**Try it:**
Look through the lines below and extract any with the word "items".
[[ Information given open ]]
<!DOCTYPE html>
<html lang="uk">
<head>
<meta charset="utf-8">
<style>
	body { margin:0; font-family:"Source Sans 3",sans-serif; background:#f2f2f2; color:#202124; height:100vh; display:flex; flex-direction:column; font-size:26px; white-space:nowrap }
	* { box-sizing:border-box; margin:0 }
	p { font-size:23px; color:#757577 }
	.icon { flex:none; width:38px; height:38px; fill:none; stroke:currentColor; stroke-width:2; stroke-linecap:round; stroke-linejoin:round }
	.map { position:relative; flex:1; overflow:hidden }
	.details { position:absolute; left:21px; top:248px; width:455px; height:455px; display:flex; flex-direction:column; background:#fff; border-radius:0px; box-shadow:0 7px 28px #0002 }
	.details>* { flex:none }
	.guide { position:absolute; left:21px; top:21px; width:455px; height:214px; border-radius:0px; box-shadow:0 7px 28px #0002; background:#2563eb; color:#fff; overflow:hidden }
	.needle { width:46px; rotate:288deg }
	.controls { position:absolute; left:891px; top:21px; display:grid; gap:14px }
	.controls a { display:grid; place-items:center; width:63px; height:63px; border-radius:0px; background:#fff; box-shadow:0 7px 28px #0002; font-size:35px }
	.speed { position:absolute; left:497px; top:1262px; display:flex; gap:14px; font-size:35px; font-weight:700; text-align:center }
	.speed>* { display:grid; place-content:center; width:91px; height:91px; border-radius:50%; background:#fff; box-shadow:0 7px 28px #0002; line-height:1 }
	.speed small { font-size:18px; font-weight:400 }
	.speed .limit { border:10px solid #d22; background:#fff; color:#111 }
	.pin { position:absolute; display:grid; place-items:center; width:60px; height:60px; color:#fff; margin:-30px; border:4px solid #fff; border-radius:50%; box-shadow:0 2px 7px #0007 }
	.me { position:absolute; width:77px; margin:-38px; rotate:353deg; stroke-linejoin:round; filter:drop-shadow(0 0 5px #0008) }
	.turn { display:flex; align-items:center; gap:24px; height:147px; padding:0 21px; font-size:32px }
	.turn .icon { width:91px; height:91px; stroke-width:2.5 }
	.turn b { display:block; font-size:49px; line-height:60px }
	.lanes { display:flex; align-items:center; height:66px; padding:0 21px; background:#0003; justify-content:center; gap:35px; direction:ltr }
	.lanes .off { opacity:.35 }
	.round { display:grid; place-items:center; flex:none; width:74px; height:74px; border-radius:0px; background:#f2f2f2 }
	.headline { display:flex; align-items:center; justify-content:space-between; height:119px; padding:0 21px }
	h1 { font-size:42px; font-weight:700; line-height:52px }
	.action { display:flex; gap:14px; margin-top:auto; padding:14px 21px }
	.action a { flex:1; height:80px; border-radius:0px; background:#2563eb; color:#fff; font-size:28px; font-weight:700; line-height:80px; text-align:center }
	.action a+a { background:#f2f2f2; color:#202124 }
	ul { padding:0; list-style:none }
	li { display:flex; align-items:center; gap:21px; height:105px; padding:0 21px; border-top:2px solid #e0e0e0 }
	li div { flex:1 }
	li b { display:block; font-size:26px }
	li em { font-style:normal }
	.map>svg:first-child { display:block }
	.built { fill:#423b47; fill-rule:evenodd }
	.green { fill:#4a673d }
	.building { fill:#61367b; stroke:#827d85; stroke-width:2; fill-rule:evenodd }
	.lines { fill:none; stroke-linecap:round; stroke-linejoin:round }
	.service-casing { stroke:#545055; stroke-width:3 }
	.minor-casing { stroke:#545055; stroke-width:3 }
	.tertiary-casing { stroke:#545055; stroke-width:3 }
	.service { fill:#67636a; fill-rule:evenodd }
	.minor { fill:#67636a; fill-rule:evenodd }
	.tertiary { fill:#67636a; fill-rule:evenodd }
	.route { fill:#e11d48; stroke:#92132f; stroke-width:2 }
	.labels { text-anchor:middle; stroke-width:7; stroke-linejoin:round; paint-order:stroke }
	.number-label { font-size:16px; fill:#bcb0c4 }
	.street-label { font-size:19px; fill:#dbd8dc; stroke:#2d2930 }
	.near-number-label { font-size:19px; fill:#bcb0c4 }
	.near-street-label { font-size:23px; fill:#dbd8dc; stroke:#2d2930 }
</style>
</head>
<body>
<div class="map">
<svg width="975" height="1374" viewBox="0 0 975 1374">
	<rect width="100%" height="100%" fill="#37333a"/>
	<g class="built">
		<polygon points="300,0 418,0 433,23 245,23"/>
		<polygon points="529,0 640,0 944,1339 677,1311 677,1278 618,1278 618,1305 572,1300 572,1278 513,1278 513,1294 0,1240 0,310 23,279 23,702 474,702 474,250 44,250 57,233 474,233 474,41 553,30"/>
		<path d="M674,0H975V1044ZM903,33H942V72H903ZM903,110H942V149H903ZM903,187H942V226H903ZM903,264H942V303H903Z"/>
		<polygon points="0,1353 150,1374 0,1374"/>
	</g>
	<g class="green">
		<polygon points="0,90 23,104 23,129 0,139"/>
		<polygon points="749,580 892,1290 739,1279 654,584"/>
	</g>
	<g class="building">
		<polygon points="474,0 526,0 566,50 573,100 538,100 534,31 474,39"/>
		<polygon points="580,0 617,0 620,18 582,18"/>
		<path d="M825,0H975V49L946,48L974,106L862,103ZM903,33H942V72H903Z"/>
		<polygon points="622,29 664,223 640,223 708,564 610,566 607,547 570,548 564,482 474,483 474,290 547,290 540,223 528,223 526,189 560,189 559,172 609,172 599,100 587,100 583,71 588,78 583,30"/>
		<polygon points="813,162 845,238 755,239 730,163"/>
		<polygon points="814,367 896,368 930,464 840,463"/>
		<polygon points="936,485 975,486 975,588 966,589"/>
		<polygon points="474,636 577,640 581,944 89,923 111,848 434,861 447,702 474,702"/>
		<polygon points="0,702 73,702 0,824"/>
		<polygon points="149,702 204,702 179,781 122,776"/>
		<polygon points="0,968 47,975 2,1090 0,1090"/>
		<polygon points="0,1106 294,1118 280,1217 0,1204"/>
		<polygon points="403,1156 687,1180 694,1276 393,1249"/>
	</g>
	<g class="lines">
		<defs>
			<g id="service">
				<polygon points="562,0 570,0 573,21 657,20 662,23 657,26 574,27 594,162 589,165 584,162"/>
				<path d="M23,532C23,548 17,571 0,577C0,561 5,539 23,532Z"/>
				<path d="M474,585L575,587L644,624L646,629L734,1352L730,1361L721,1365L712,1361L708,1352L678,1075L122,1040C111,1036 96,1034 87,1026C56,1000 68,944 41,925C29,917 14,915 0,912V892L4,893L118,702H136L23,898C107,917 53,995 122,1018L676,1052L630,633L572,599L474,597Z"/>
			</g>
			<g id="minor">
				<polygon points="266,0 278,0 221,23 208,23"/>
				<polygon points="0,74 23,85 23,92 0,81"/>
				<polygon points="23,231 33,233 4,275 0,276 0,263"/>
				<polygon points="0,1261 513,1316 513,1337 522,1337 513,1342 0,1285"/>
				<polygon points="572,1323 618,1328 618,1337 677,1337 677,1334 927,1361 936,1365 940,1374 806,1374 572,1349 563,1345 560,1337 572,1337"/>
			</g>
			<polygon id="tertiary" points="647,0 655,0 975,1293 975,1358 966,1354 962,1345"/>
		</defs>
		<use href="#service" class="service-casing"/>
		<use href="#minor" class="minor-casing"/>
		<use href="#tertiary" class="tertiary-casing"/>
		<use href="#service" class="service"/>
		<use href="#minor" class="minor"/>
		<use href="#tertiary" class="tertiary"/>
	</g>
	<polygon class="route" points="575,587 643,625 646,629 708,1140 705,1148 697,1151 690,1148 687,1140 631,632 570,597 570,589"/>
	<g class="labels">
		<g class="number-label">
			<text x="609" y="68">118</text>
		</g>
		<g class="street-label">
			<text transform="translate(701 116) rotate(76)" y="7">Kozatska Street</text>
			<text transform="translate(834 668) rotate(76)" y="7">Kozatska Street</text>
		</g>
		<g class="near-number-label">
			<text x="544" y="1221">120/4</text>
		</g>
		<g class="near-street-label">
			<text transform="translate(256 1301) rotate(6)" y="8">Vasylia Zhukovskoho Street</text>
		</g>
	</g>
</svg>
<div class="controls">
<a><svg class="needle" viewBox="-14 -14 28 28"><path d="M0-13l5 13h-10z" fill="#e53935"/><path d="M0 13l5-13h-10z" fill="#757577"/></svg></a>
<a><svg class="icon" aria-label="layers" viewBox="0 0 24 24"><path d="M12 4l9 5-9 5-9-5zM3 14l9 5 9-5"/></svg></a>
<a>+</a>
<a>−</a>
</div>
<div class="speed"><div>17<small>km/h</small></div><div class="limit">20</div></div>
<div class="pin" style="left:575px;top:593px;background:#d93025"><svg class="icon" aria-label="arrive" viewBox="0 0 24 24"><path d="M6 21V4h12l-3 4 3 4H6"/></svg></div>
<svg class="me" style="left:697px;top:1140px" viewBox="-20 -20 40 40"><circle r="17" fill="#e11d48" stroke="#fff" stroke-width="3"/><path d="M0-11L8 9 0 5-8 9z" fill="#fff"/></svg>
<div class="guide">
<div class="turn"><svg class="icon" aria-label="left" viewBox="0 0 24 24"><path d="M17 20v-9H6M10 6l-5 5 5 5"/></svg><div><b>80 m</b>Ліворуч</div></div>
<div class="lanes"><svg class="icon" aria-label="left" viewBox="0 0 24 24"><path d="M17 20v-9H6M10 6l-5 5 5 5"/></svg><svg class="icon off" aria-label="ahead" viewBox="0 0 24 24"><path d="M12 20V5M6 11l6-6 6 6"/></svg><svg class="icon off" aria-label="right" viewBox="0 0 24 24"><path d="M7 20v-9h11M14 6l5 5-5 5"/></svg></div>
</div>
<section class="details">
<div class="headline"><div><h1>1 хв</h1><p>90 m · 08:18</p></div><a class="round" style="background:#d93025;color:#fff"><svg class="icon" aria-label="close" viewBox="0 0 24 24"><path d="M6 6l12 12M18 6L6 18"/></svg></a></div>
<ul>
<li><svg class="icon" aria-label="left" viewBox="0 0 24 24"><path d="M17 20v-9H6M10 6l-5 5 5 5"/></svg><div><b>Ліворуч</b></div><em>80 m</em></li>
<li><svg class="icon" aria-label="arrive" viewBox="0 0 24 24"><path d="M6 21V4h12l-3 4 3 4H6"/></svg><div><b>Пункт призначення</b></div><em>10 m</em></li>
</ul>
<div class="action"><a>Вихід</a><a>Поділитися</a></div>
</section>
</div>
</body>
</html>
[[ Information given closed ]]
**Solution to the problem:**
	.controls a { display:grid; place-items:center; width:63px; height:63px; border-radius:0px; background:#fff; box-shadow:0 7px 28px #0002; font-size:35px }
	.pin { position:absolute; display:grid; place-items:center; width:60px; height:60px; color:#fff; margin:-30px; border:4px solid #fff; border-radius:50%; box-shadow:0 2px 7px #0007 }
	.turn { display:flex; align-items:center; gap:24px; height:147px; padding:0 21px; font-size:32px }
	.lanes { display:flex; align-items:center; height:66px; padding:0 21px; background:#0003; justify-content:center; gap:35px; direction:ltr }
	.round { display:grid; place-items:center; flex:none; width:74px; height:74px; border-radius:0px; background:#f2f2f2 }
	.headline { display:flex; align-items:center; justify-content:space-between; height:119px; padding:0 21px }
	li { display:flex; align-items:center; gap:21px; height:105px; padding:0 21px; border-top:2px solid #e0e0e0 }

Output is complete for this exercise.